(What you are asked to do): In the entries below, how many lines contain the word "turn"? State the number and nothing more.

(Excerpted records):
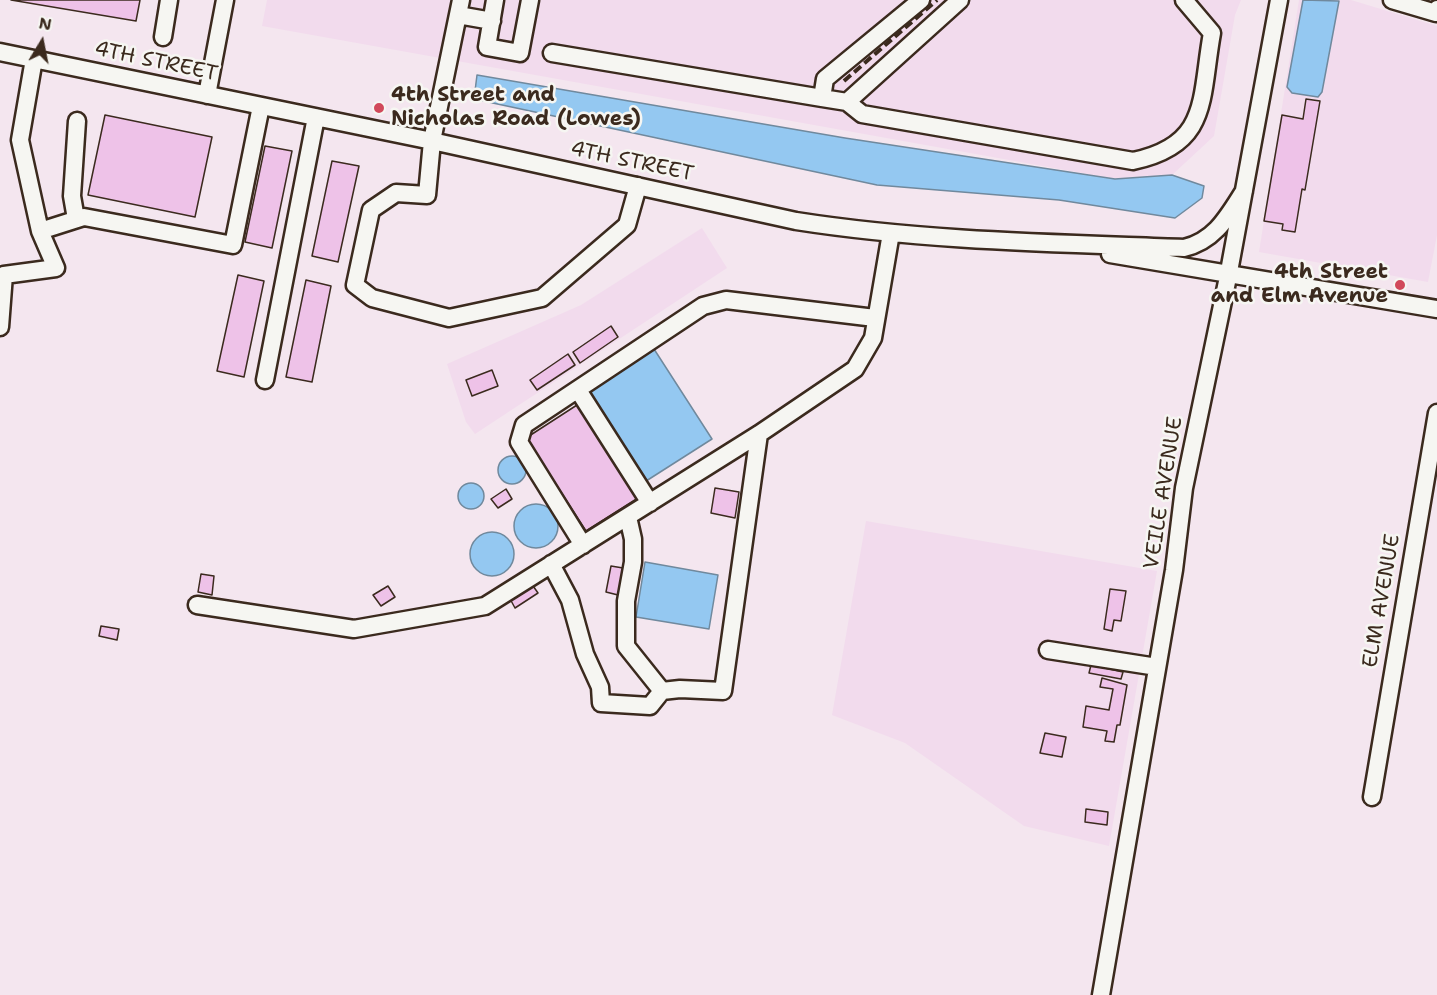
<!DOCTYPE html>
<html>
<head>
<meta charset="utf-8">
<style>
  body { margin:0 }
  #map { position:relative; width:1437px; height:995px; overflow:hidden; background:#f4e6ef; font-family:"Shantell Sans",sans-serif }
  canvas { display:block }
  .north { position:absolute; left:12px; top:12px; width:60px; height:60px; -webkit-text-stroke:4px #f6f6f2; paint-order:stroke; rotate:10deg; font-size:16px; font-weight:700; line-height:24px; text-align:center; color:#3b2a1e }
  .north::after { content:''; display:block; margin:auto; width:21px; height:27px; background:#3b2a1e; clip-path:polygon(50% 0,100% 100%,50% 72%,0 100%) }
</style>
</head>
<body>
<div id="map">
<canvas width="1437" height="995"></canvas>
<div class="north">N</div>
</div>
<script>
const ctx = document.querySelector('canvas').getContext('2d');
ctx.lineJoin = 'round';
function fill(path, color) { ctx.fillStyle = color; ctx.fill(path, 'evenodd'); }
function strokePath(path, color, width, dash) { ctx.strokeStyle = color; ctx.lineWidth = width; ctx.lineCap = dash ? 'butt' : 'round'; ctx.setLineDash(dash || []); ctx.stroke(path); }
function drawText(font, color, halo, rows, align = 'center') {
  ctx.font = font + ' "Shantell Sans",sans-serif'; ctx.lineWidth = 5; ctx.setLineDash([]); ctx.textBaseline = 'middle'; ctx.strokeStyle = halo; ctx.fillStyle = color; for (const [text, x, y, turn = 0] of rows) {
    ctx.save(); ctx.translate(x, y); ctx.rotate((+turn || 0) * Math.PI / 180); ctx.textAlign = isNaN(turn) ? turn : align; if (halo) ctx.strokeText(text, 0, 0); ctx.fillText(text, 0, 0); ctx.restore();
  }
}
fill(new Path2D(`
  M267,0H1241L1235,15L1214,136L1172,175L1115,179L262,26Z
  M1299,0H1351L1437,26V235L1428,282L1259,252Z
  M702,228L727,268L475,434L466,422L447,364L581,305Z
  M866,521L1157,571L1109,846L1024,826L905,743L832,715Z`), '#f2dbed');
const water = new Path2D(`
  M1303,0L1339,1L1322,92L1318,97L1292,93L1287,87Z
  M477,75L845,138L1115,179L1172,175L1204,186L1202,198L1175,218L1059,200L877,185L474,99Z
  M654,349L712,439L643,483L585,393Z
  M498 470a14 14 0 1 1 28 0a14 14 0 1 1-28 0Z
  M458 496a13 13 0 1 1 26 0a13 13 0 1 1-26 0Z
  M514 526a22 22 0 1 1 44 0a22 22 0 1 1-44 0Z
  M470 554a22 22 0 1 1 44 0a22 22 0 1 1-44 0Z
  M645,562L718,575L709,629L636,617Z`);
fill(water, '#94c8f1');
strokePath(water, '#70899d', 1.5);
const building = new Path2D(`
  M11,0H140L136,21Z
  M1306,99L1320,101L1305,190L1302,189L1295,232L1282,230L1283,224L1264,221L1282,115L1303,119Z
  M105,115L212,137L195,217L88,195Z
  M265,146L292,151L272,248L245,242Z
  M332,161L359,166L338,262L312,256Z
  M238,275L264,281L244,377L217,371Z
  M306,280L331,286L312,382L286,377Z
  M611,326L618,337L580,363L573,352Z
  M568,354L575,365L537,390L530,380Z
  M492,370L498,386L472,396L466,380Z
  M577,405L638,498L586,531L526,438Z
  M715,488L739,492L735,518L711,513Z
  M506,489L512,499L498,508L491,499Z
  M611,566L623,568L618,595L606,592Z
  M201,574L214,576L212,595L198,592Z
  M531,583L538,593L515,608L509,597Z
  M388,586L395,597L381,606L373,595Z
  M1110,589L1126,591L1121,621L1114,620L1112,631L1104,629Z
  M101,626L119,629L117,640L99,636Z
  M1091,665L1123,672L1121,679L1089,673Z
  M1102,678L1127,685L1120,725H1117L1114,742L1105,741L1107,731L1083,727L1086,706L1109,710L1113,689L1100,687Z
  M1045,733L1066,737L1062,757L1040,753Z
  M1086,809L1108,812L1107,825L1085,822Z`);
fill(building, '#eec2e8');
strokePath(building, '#3b2a1e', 1.5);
const minor = new Path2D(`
  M461,0L432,141L427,195L396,193L371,210L355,285L372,298L449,318L542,298L627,225L638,186
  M495,0L487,47L520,53L530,0
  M921,0L825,79L822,98L847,102L960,0
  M1392,0L1436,13L1437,9
  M458,15L492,21
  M163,37L169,0
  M0,52L432,141L796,221C924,241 1054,243 1184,248C1215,241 1228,216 1244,191
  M552,53L822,98
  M207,95L225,0
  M847,102L862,114L1133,161C1210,145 1200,99 1212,33L1184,0
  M76,219L72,196L77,121
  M40,231L84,217L233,245L261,106
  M1110,254L1437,309
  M0,327L4,275L56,268L40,231L20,140L34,59
  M265,380L316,117
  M578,390L650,503
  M583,545L519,442L524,425L703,306L726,300L875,318
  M551,564L570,600L585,654L600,687L601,703L650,706L662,691L626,646V601L633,562V539L628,517
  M197,605L354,629L485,606L759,434L855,369L873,338L891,233
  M1048,650L1157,667
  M662,691L680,689L723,691L759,434
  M1372,797L1437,413
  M1101,995L1174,570L1184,488L1228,277L1279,0`);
strokePath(minor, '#3b2a1e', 21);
strokePath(minor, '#f6f6f2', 16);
strokePath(new Path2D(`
  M844,81L937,0`), '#3b2a1e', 4, [9, 4.5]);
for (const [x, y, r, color] of [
  [379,108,6,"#d1495b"],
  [1400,285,6,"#d1495b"]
]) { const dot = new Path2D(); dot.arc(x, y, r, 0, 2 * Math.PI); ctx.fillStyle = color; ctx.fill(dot); strokePath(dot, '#f6f6f2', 2); }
drawText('21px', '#3b2a1e', '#f6f6f2', [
  ["4TH STREET",156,62,12],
  ["4TH STREET",632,162,12],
  ["VEILE AVENUE",1164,493,-81],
  ["ELM AVENUE",1382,601,-80]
]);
drawText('bold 21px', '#3b2a1e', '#f6f6f2', [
  ["4th Street and",391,96],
  ["Nicholas Road (Lowes)",391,120],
  ["4th Street",1388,273,"right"],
  ["and Elm Avenue",1388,297,"right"]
], 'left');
</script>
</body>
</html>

(Output for this exercise): 2